Start of Recorded information

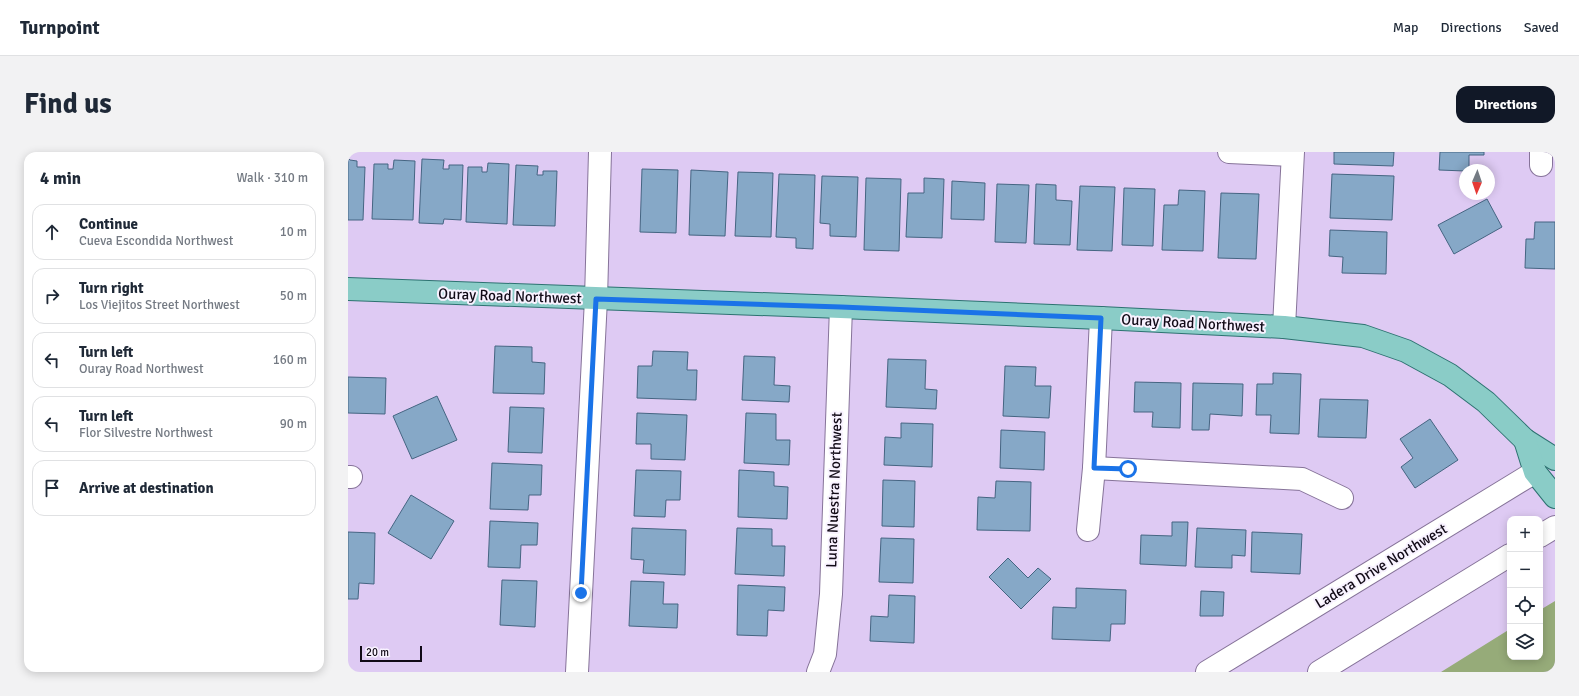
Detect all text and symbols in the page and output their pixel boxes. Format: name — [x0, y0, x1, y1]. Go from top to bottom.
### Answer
text: Turnpoint — [20, 16, 100, 40]
text: Map — [1393, 19, 1419, 36]
text: Directions — [1441, 19, 1502, 36]
text: Saved — [1524, 19, 1559, 36]
button: Directions — [1456, 86, 1555, 123]
text: Find us — [24, 87, 112, 121]
north arrow — [1459, 164, 1495, 200]
text: 4 min — [40, 168, 81, 189]
text: Walk · 310 m — [237, 170, 308, 186]
text: Continue — [79, 215, 138, 233]
icon: ahead — [41, 221, 63, 243]
text: 10 m — [280, 224, 307, 240]
text: Cueva Escondida Northwest — [79, 233, 233, 249]
text: Turn right — [79, 279, 144, 297]
street label: Ouray Road Northwest — [438, 284, 582, 308]
icon: right — [41, 285, 63, 307]
text: 50 m — [280, 288, 307, 304]
text: Los Viejitos Street Northwest — [79, 297, 240, 313]
street label: Ouray Road Northwest — [1121, 310, 1265, 336]
text: Turn left — [79, 343, 133, 361]
icon: left — [41, 349, 63, 371]
text: 160 m — [273, 352, 307, 368]
text: Ouray Road Northwest — [79, 361, 203, 377]
text: Turn left — [79, 407, 133, 425]
street label: Luna Nuestra Northwest — [822, 412, 846, 568]
icon: left — [41, 413, 63, 435]
text: 90 m — [280, 416, 307, 432]
text: Flor Silvestre Northwest — [79, 425, 213, 441]
route start — [1119, 460, 1137, 478]
icon: arrive — [41, 477, 63, 499]
text: Arrive at destination — [79, 479, 214, 497]
map controls — [1507, 516, 1543, 660]
button: + — [1507, 516, 1543, 552]
street label: Ladera Drive Northwest — [1312, 519, 1450, 613]
button: − — [1507, 552, 1543, 588]
route end — [572, 584, 590, 602]
button: locate — [1507, 588, 1543, 624]
button: layers — [1507, 624, 1543, 660]
scale bar — [360, 644, 422, 663]
text: 20 m — [366, 646, 389, 659]

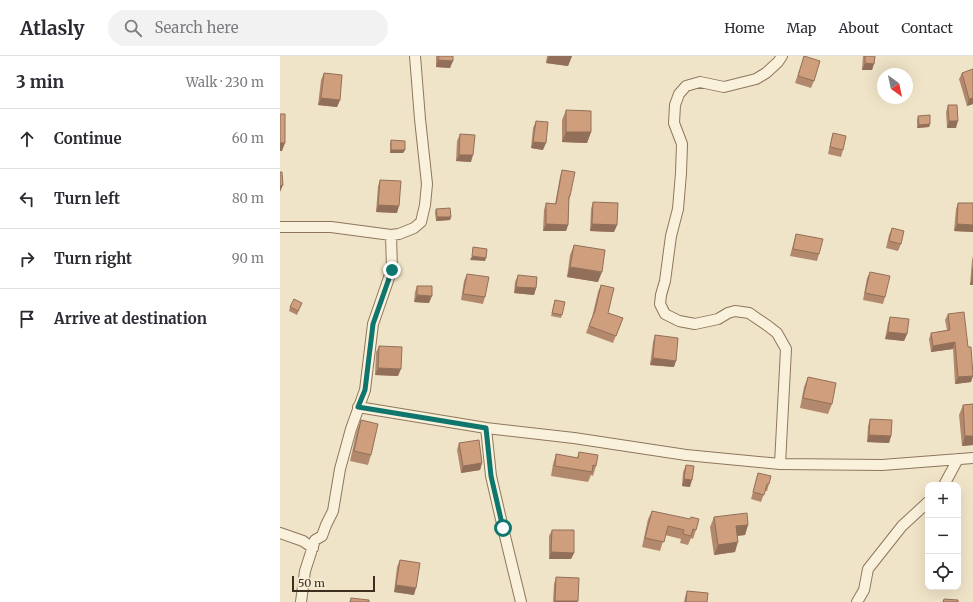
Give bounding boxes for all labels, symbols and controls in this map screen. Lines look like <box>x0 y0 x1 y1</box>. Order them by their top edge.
search box <box>108 10 388 46</box>
text: Atlasly <box>20 16 84 40</box>
icon: search <box>122 17 144 39</box>
text: Search here <box>154 18 239 37</box>
text: Home <box>724 19 765 37</box>
text: Map <box>787 19 816 37</box>
text: About <box>838 19 879 37</box>
text: Contact <box>901 19 953 37</box>
north arrow <box>877 68 913 104</box>
text: 3 min <box>16 71 64 93</box>
text: Walk · 230 m <box>186 74 264 91</box>
icon: ahead <box>16 128 38 150</box>
text: Continue <box>54 129 122 148</box>
text: 60 m <box>232 130 264 147</box>
icon: left <box>16 188 38 210</box>
text: Turn left <box>54 189 120 208</box>
text: 80 m <box>232 190 264 207</box>
icon: right <box>16 248 38 270</box>
text: Turn right <box>54 249 132 268</box>
text: 90 m <box>232 250 264 267</box>
route end <box>383 261 401 279</box>
icon: arrive <box>16 308 38 330</box>
text: Arrive at destination <box>54 309 207 328</box>
map controls <box>925 482 961 590</box>
button: + <box>925 482 961 518</box>
button: − <box>925 518 961 554</box>
route start <box>494 519 512 537</box>
button: locate <box>925 554 961 590</box>
scale bar <box>292 574 375 593</box>
text: 50 m <box>298 576 325 590</box>

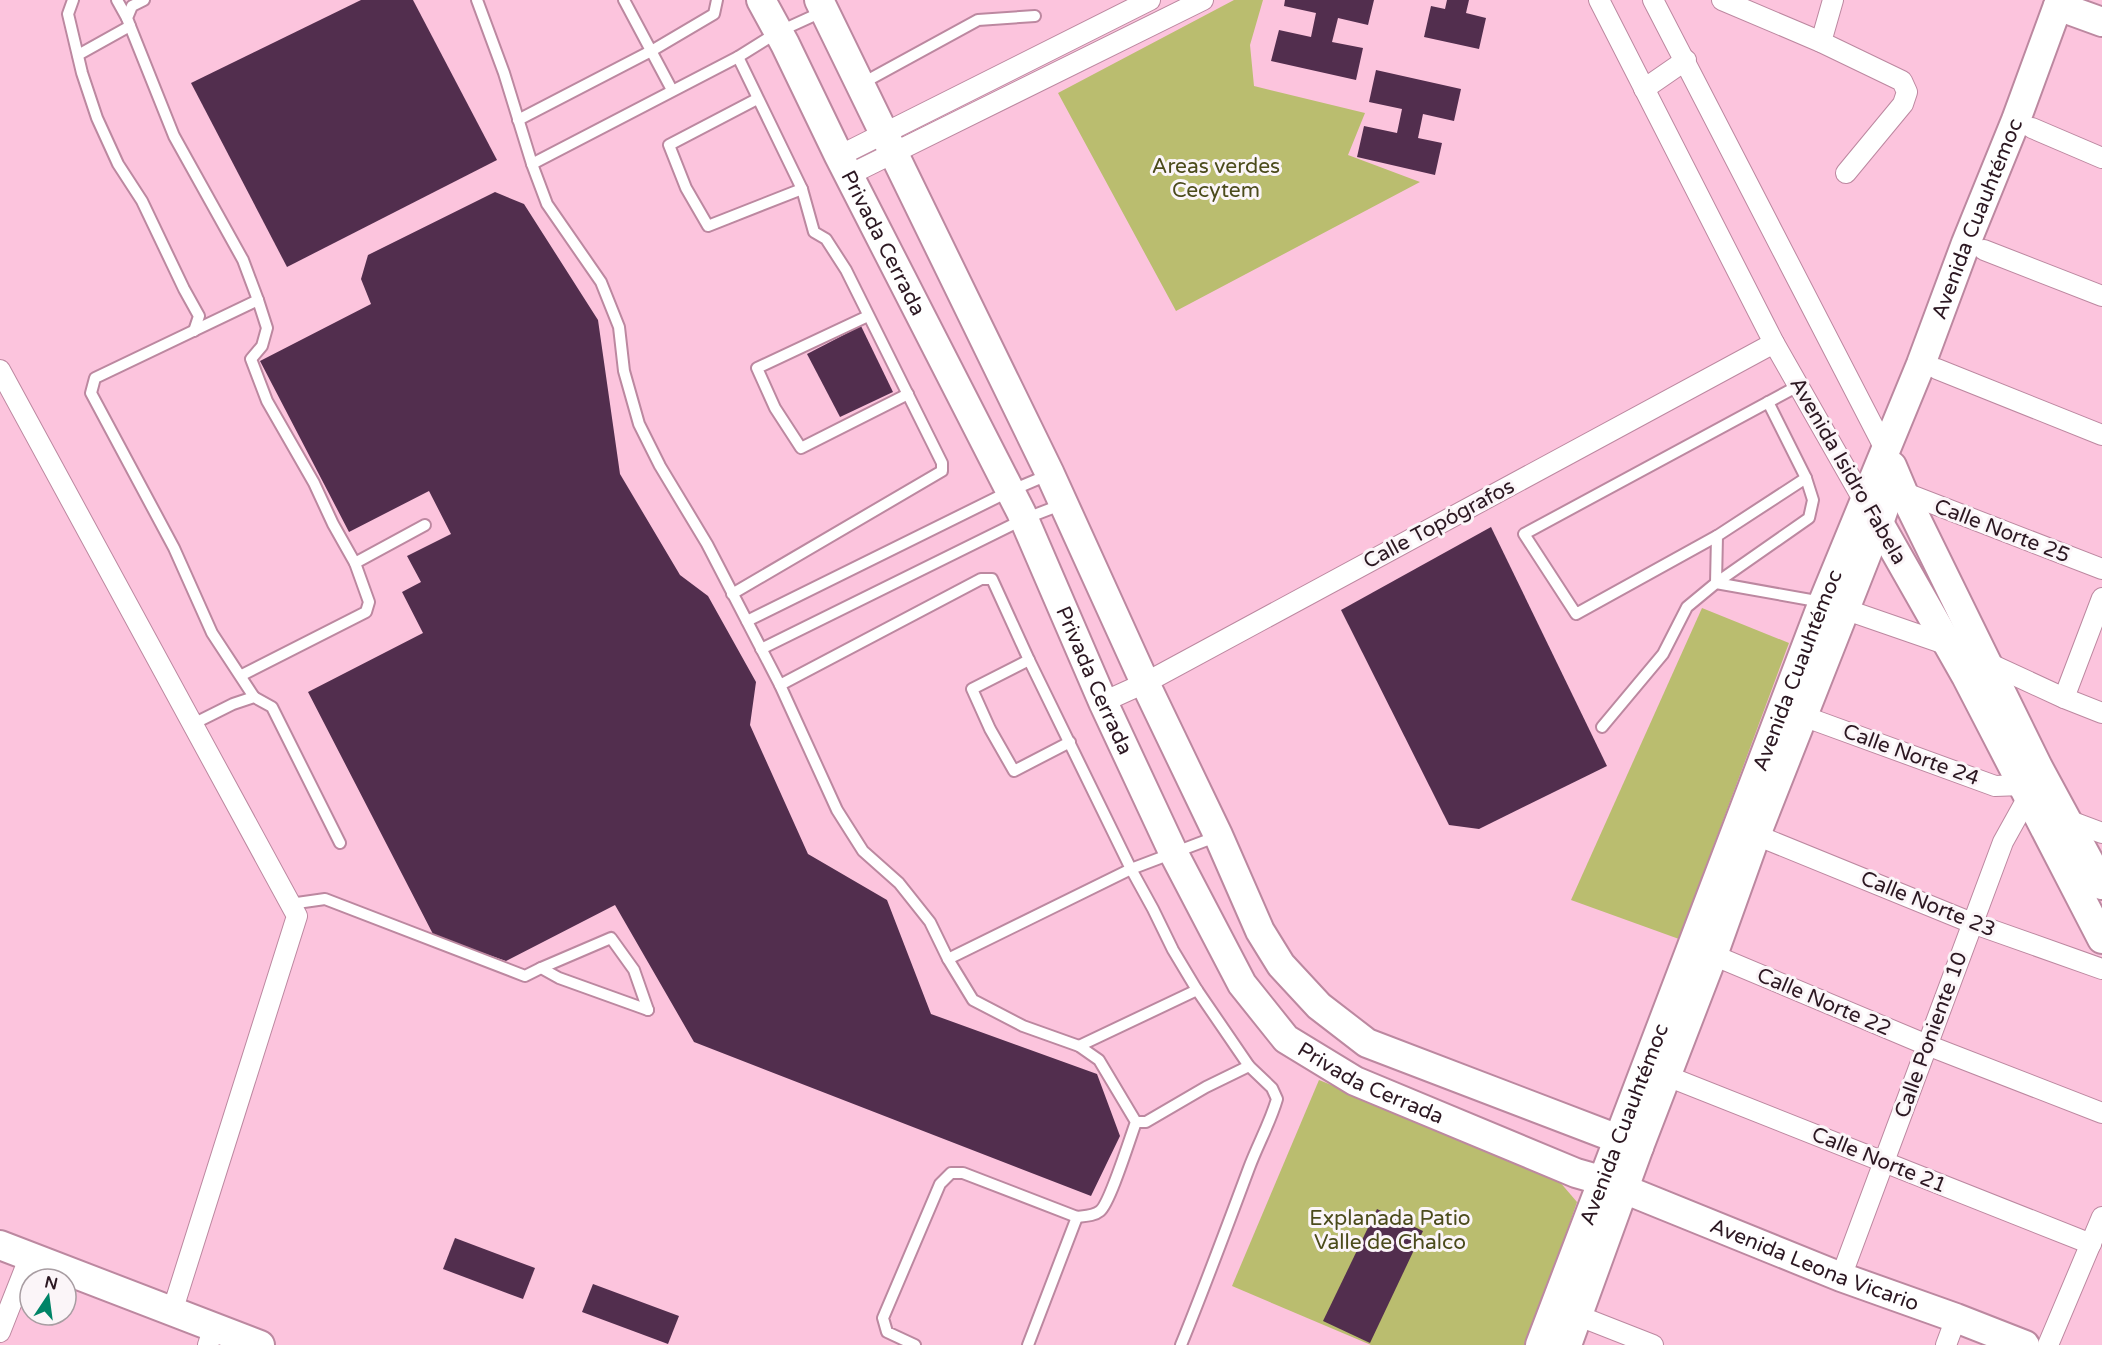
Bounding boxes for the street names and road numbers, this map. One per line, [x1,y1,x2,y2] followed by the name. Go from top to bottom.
[1926,115,2028,323] street label: Avenida Cuauhtémoc
[836,166,931,320] street label: Privada Cerrada
[1784,373,1912,569] street label: Avenida Isidro Fabela
[1359,474,1519,574] street label: Calle Topógrafos
[1931,494,2073,568] street label: Calle Norte 25
[1747,566,1847,775] street label: Avenida Cuauhtémoc
[1051,602,1138,759] street label: Privada Cerrada
[1839,719,1983,791] street label: Calle Norte 24
[1857,866,1999,942] street label: Calle Norte 23
[1889,949,1973,1121] street label: Calle Poniente 10
[1753,963,1895,1041] street label: Calle Norte 22
[1574,1020,1674,1229] street label: Avenida Cuauhtémoc
[1293,1037,1447,1129] street label: Privada Cerrada
[1808,1122,1950,1198] street label: Calle Norte 21
[1706,1213,1922,1316] street label: Avenida Leona Vicario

End of Recorded information

# What you should do:
Pictures are to be left out, while the records are copied word for word.

# Response to this task:
Detect all text and symbols in the page and output their pixel boxes. Format: name — [x0, y0, x1, y1]. Go from top to bottom.
### Answer
text: Turnpoint — [20, 16, 100, 40]
text: Map — [1393, 19, 1419, 36]
text: Directions — [1441, 19, 1502, 36]
text: Saved — [1524, 19, 1559, 36]
button: Directions — [1456, 86, 1555, 123]
text: Find us — [24, 87, 112, 121]
north arrow — [1459, 164, 1495, 200]
text: 4 min — [40, 168, 81, 189]
text: Walk · 310 m — [237, 170, 308, 186]
text: Continue — [79, 215, 138, 233]
icon: ahead — [41, 221, 63, 243]
text: 10 m — [280, 224, 307, 240]
text: Cueva Escondida Northwest — [79, 233, 233, 249]
text: Turn right — [79, 279, 144, 297]
street label: Ouray Road Northwest — [438, 284, 582, 308]
icon: right — [41, 285, 63, 307]
text: 50 m — [280, 288, 307, 304]
text: Los Viejitos Street Northwest — [79, 297, 240, 313]
street label: Ouray Road Northwest — [1121, 310, 1265, 336]
text: Turn left — [79, 343, 133, 361]
icon: left — [41, 349, 63, 371]
text: 160 m — [273, 352, 307, 368]
text: Ouray Road Northwest — [79, 361, 203, 377]
text: Turn left — [79, 407, 133, 425]
street label: Luna Nuestra Northwest — [822, 412, 846, 568]
icon: left — [41, 413, 63, 435]
text: 90 m — [280, 416, 307, 432]
text: Flor Silvestre Northwest — [79, 425, 213, 441]
route start — [1119, 460, 1137, 478]
icon: arrive — [41, 477, 63, 499]
text: Arrive at destination — [79, 479, 214, 497]
map controls — [1507, 516, 1543, 660]
button: + — [1507, 516, 1543, 552]
street label: Ladera Drive Northwest — [1312, 519, 1450, 613]
button: − — [1507, 552, 1543, 588]
route end — [572, 584, 590, 602]
button: locate — [1507, 588, 1543, 624]
button: layers — [1507, 624, 1543, 660]
scale bar — [360, 644, 422, 663]
text: 20 m — [366, 646, 389, 659]

Give bounding boxes for all labels, symbols and controls in this map screen. Lines look like <box>x0 y0 x1 y1</box>. Order them by their top edge.
search box <box>108 10 388 46</box>
text: Atlasly <box>20 16 84 40</box>
icon: search <box>122 17 144 39</box>
text: Search here <box>154 18 239 37</box>
text: Home <box>724 19 765 37</box>
text: Map <box>787 19 816 37</box>
text: About <box>838 19 879 37</box>
text: Contact <box>901 19 953 37</box>
north arrow <box>877 68 913 104</box>
text: 3 min <box>16 71 64 93</box>
text: Walk · 230 m <box>186 74 264 91</box>
icon: ahead <box>16 128 38 150</box>
text: Continue <box>54 129 122 148</box>
text: 60 m <box>232 130 264 147</box>
icon: left <box>16 188 38 210</box>
text: Turn left <box>54 189 120 208</box>
text: 80 m <box>232 190 264 207</box>
icon: right <box>16 248 38 270</box>
text: Turn right <box>54 249 132 268</box>
text: 90 m <box>232 250 264 267</box>
route end <box>383 261 401 279</box>
icon: arrive <box>16 308 38 330</box>
text: Arrive at destination <box>54 309 207 328</box>
map controls <box>925 482 961 590</box>
button: + <box>925 482 961 518</box>
button: − <box>925 518 961 554</box>
route start <box>494 519 512 537</box>
button: locate <box>925 554 961 590</box>
scale bar <box>292 574 375 593</box>
text: 50 m <box>298 576 325 590</box>

Bounding boxes for the street names and road numbers, this map. One per line, [x1,y1,x2,y2] followed by the name. Go from top to bottom.
[1926,115,2028,323] street label: Avenida Cuauhtémoc
[836,166,931,320] street label: Privada Cerrada
[1784,373,1912,569] street label: Avenida Isidro Fabela
[1359,474,1519,574] street label: Calle Topógrafos
[1931,494,2073,568] street label: Calle Norte 25
[1747,566,1847,775] street label: Avenida Cuauhtémoc
[1051,602,1138,759] street label: Privada Cerrada
[1839,719,1983,791] street label: Calle Norte 24
[1857,866,1999,942] street label: Calle Norte 23
[1889,949,1973,1121] street label: Calle Poniente 10
[1753,963,1895,1041] street label: Calle Norte 22
[1574,1020,1674,1229] street label: Avenida Cuauhtémoc
[1293,1037,1447,1129] street label: Privada Cerrada
[1808,1122,1950,1198] street label: Calle Norte 21
[1706,1213,1922,1316] street label: Avenida Leona Vicario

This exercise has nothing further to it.